Tendril, a vanguard startup in the hard-to-crack home energy management market, has completed restructuring and has raised an additional $15 million of growth capital. The Boulder, Colo.-based company says it is now profitable, and is close to completing a deployment to more than 1 million homes in an ongoing $50 million project with Duke Energy.

“When we all started on this journey, we were fairly unfiltered when it came to picking customers,” CEO Adrian Tuck said. Now, his company -- and others -- trying to grow market share in the still nascent field of home energy technology  are more focused on landing big partners to stay in the game for the long haul. In other words, no more chasing pilots, unless they end with a full deployment.

“This is the new race,” Tuck wrote in a blog post, “to win the meaningful deals with the most innovative and progressive utilities that are ready to go to scale.”

The new round of funding comes from existing investors, including VantagePoint, Good Energies, RRE, Siemens Venture capital and GE. The $15 million is in addition to a $25 million convertible debt financing round that came at the beginning of the restructuring in May.

Many companies, including Tendril, are looking for deals with big-box stores, telecoms -- and anyone else that wants to make a major play in the home energy space.

Tendril announced layoffs in May and the move away from hardware.

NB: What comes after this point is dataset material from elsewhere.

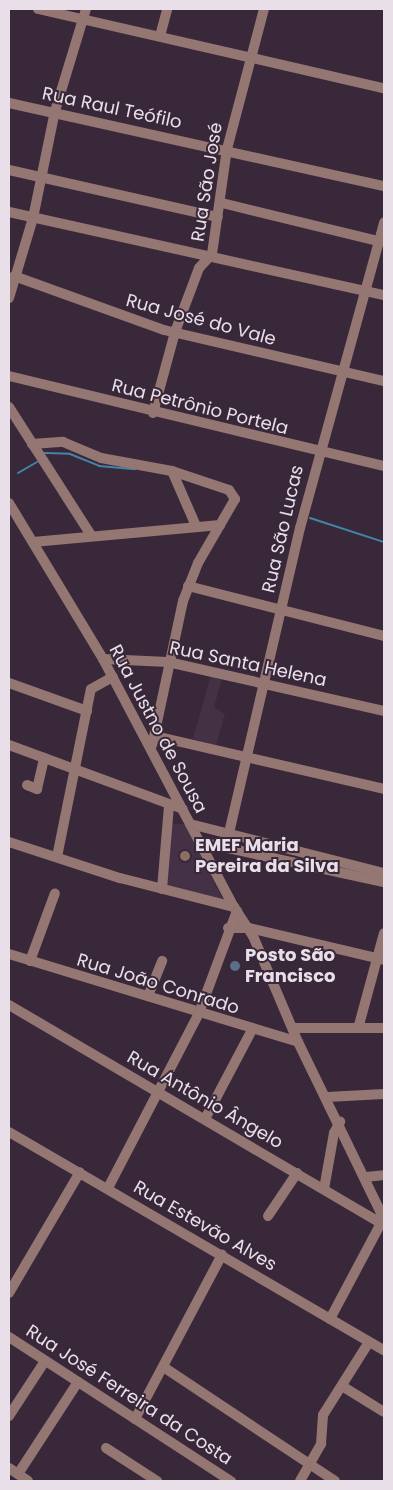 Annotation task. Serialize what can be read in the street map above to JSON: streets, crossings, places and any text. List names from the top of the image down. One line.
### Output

Currently, Tuck said the company’s headcount is just under 100 people. “We are significantly leaner,” he said. “The big thing is that we’ve focused on our external developers.”

The now hardware-agnostic Tendril has more than 500 registered third-party developers on its platform. “We don’t have do everything ourselves anymore,” said Tuck. Instead, utilities can pick up Tendril’s Energize platform to roll it out quickly and then develop their own apps or pick up apps from third-party developers to customize the experience for customers.

Just a few years ago, there were hardware companies -- some just in-home displays, others with newfangled thermostats, and others only offered behavior-based analytics. Today, the convergence of the market has made many companies with home energy management offerings (EnergyHub, Opower, Silver Spring Networks, Energate) look more like each other, but with subtle differences.

“We differentiate ourselves because we think of most others as taking an Apple-esque approach,” said Tuck. “We see ourselves much more like Android.” He noted that some companies have tightly integrated products, where one company develops a platform for one or two specific thermostat makers, and that comes with a nifty smart phone app and other bells and whistles. But Tuck said that Tendril’s open platform that can work with any hardware is a differentiator moving forward.

The bulk of Tendril’s business, 80 percent, is coming from licensing its platform to utilities. But the rest of the income comes from developers and device manufacturers. Despite the talk of Green Button and the prevalence of hackathons, utilities or third parties are not picking up energy apps widely -- yet. Tendril is excited about this area, but knows that it is very, very early days.

In the meantime, Tendril is focusing on its $50 million deal with Duke Energy, which puts its platform in about 1.2 million homes by early next year (they are currently in nearly one million homes). The company will continue to expand in Europe in 2013, but is also looking toward Japan, which is a market Tuck said is moving very quickly.

Despite the move to profitability, Tuck is hardly a doe-eyed optimist about the market as a whole or the certainty of major success in 2013. “We’re in a financing nuclear winter for cleantech,” he said. “We’re really just starting to come out of the trough of disillusionment.”